Problem to solve. Write each line out a second time, exactly as shown below.

Data.
_ _ _ _ _ _ _
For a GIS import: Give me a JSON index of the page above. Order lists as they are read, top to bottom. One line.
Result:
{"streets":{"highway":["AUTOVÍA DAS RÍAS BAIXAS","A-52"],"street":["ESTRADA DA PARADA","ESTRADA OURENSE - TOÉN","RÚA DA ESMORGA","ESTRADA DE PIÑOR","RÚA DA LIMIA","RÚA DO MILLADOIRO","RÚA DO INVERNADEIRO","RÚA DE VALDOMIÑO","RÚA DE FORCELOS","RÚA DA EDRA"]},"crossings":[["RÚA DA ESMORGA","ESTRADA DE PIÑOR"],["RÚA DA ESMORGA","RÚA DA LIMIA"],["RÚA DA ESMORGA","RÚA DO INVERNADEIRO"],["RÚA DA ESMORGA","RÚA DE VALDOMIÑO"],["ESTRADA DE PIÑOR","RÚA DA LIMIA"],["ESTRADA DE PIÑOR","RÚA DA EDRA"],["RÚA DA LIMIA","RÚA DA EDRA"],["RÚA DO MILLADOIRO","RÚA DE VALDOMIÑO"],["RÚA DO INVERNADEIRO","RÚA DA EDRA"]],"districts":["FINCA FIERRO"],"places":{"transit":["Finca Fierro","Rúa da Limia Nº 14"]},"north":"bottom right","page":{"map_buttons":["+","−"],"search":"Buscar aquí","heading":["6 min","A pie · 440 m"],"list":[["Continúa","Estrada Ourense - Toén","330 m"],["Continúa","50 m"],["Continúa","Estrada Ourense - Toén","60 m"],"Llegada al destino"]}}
_ _ _ _ _ _ _
Task response.
For a GIS import: Give me a JSON index of the page above. Order lists as they are read, top to bottom. One line.
Result:
{"streets":{"highway":["AUTOVÍA DAS RÍAS BAIXAS","A-52"],"street":["ESTRADA DA PARADA","ESTRADA OURENSE - TOÉN","RÚA DA ESMORGA","ESTRADA DE PIÑOR","RÚA DA LIMIA","RÚA DO MILLADOIRO","RÚA DO INVERNADEIRO","RÚA DE VALDOMIÑO","RÚA DE FORCELOS","RÚA DA EDRA"]},"crossings":[["RÚA DA ESMORGA","ESTRADA DE PIÑOR"],["RÚA DA ESMORGA","RÚA DA LIMIA"],["RÚA DA ESMORGA","RÚA DO INVERNADEIRO"],["RÚA DA ESMORGA","RÚA DE VALDOMIÑO"],["ESTRADA DE PIÑOR","RÚA DA LIMIA"],["ESTRADA DE PIÑOR","RÚA DA EDRA"],["RÚA DA LIMIA","RÚA DA EDRA"],["RÚA DO MILLADOIRO","RÚA DE VALDOMIÑO"],["RÚA DO INVERNADEIRO","RÚA DA EDRA"]],"districts":["FINCA FIERRO"],"places":{"transit":["Finca Fierro","Rúa da Limia Nº 14"]},"north":"bottom right","page":{"map_buttons":["+","−"],"search":"Buscar aquí","heading":["6 min","A pie · 440 m"],"list":[["Continúa","Estrada Ourense - Toén","330 m"],["Continúa","50 m"],["Continúa","Estrada Ourense - Toén","60 m"],"Llegada al destino"]}}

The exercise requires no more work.